● Your assignment: Skip every image and restate the data word for word.

● Given material:
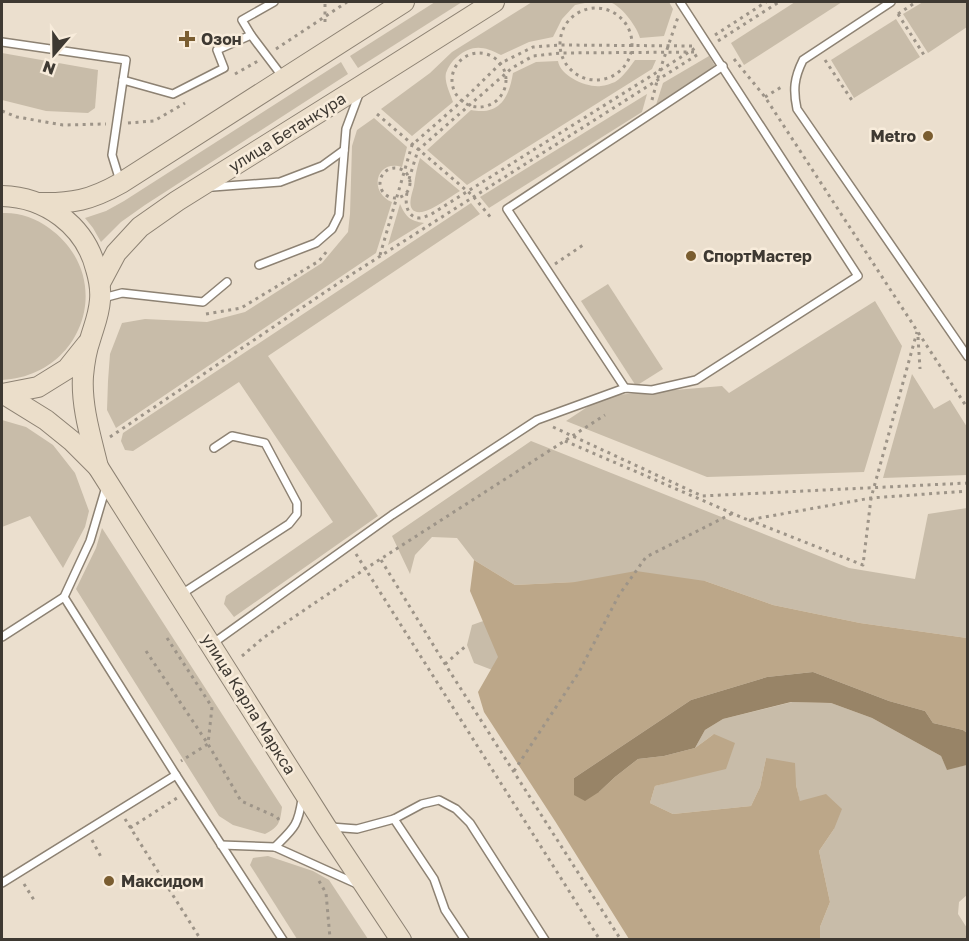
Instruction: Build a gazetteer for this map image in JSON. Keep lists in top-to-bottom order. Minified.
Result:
{"streets":{"main road":["улица Бетанкура","улица Карла Маркса"]},"places":{"health":["Озон"],"other":["Metro","СпортМастер","Максидом"]},"north":"bottom"}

● Exercise output:
Instruction: Build a gazetteer for this map image in JSON. Keep lists in top-to-bottom order. Minified.
Result:
{"streets":{"main road":["улица Бетанкура","улица Карла Маркса"]},"places":{"health":["Озон"],"other":["Metro","СпортМастер","Максидом"]},"north":"bottom"}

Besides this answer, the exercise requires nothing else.